**Problem details**. Every line of the material below that contains the string "this" must appear in the answer.

**Task input**.
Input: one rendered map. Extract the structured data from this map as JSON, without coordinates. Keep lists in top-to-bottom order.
--
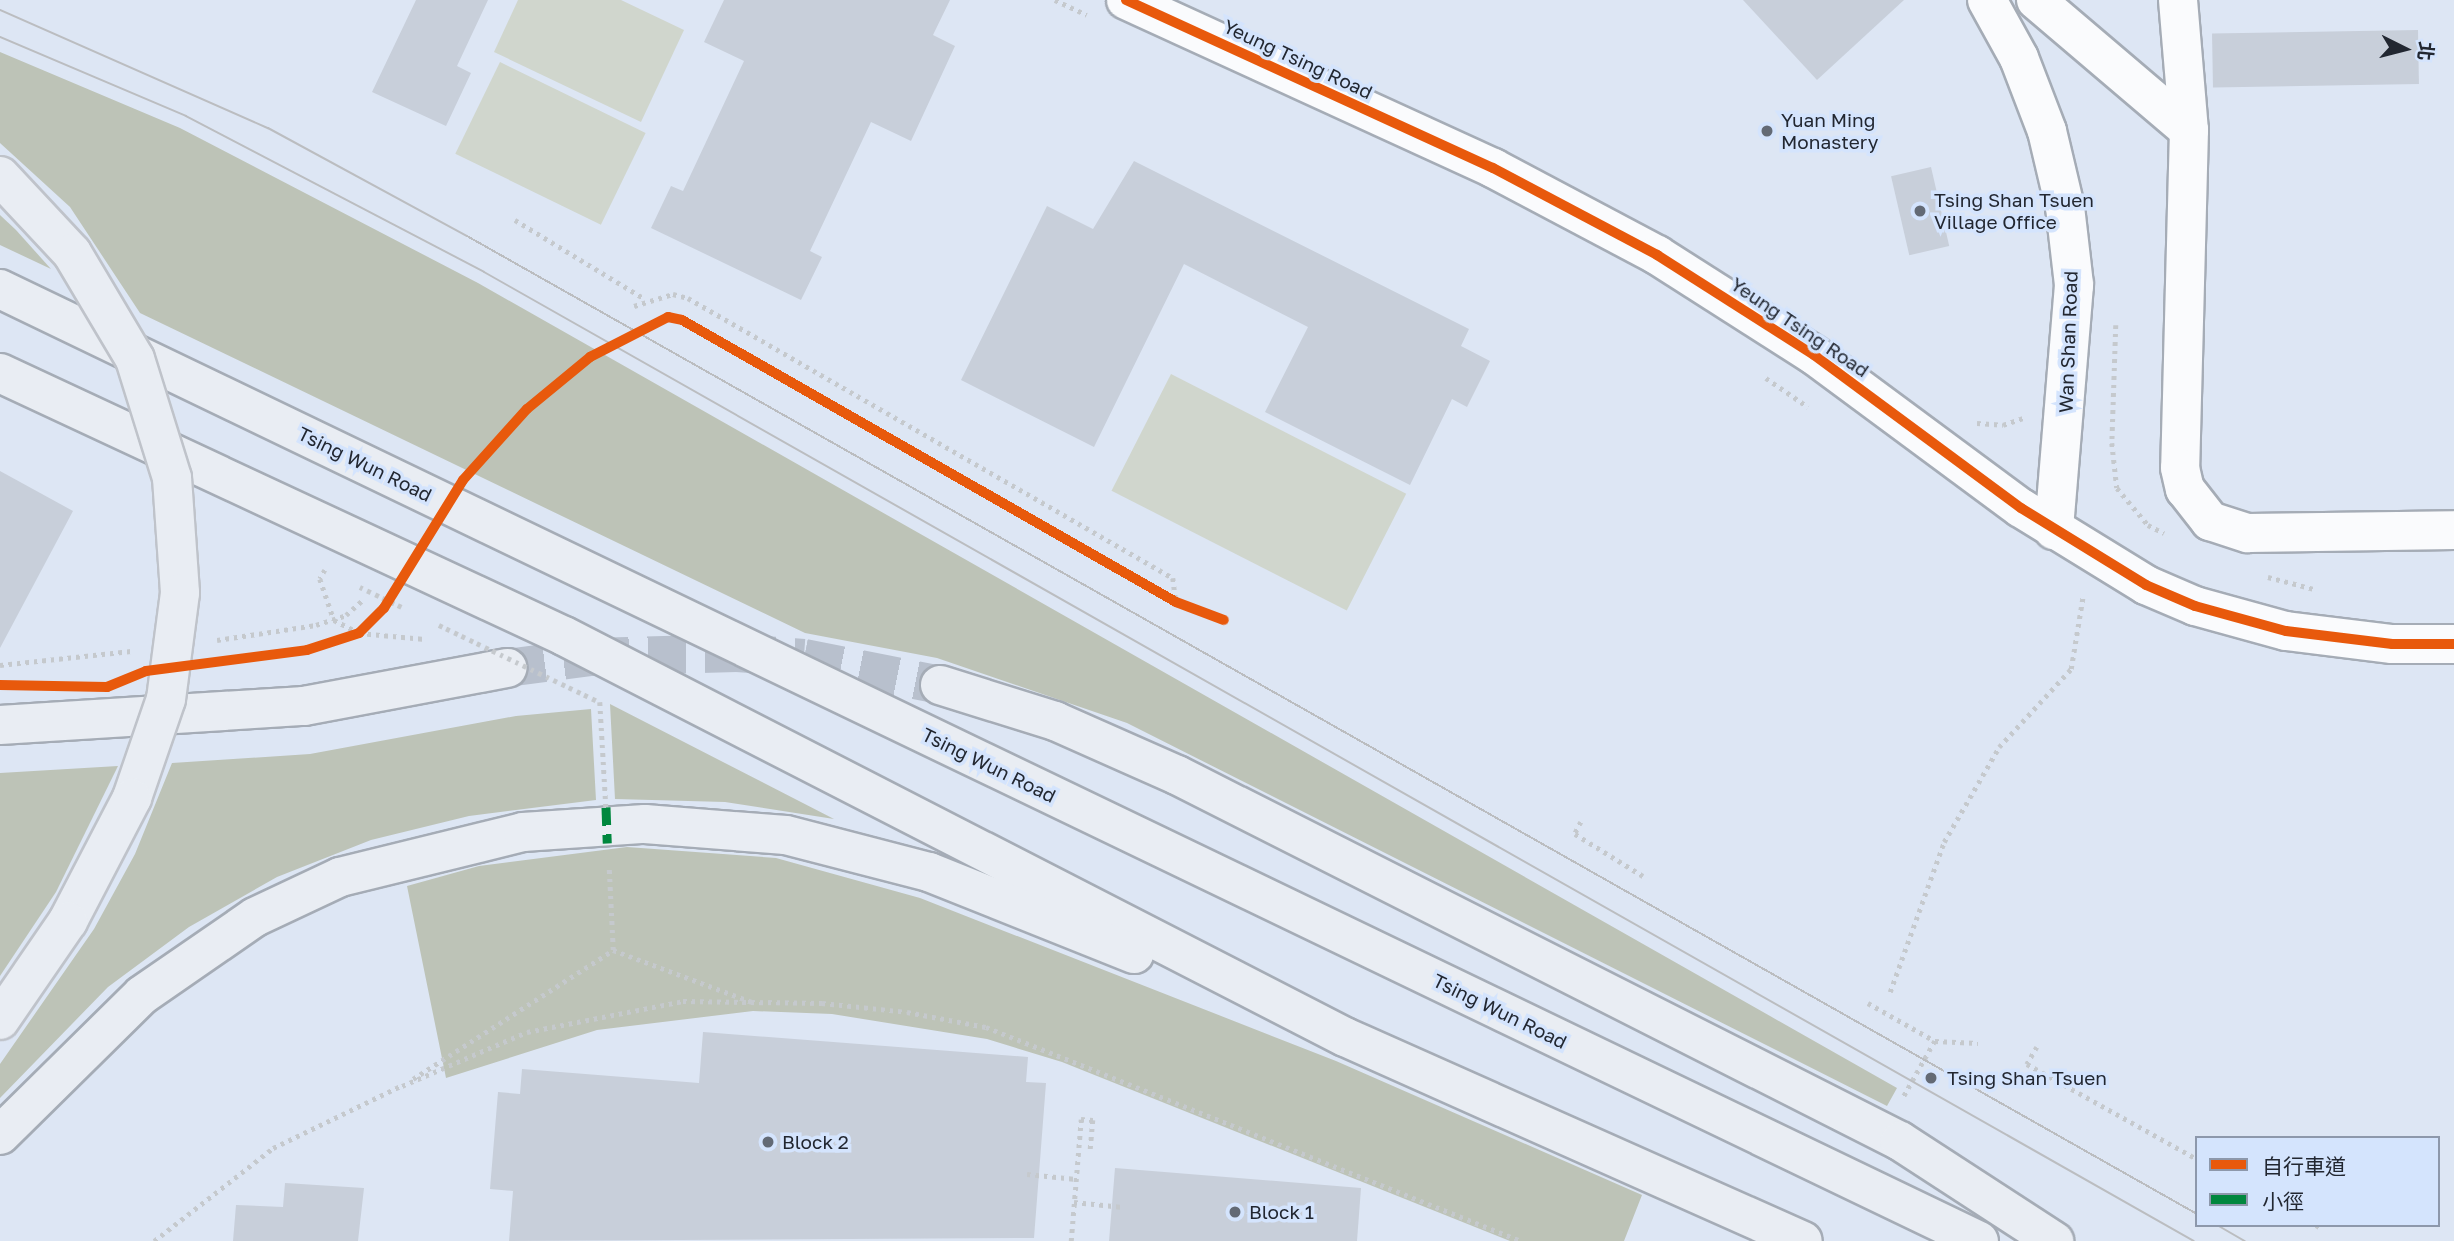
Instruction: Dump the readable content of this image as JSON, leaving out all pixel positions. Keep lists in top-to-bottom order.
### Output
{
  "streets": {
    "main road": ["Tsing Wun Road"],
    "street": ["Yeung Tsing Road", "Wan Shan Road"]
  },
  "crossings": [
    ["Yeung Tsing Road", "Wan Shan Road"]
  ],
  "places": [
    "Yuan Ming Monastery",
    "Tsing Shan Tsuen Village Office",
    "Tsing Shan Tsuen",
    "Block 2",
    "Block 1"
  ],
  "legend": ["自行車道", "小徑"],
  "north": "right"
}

**Reply**.
Input: one rendered map. Extract the structured data from this map as JSON, without coordinates. Keep lists in top-to-bottom order.
Instruction: Dump the readable content of this image as JSON, leaving out all pixel positions. Keep lists in top-to-bottom order.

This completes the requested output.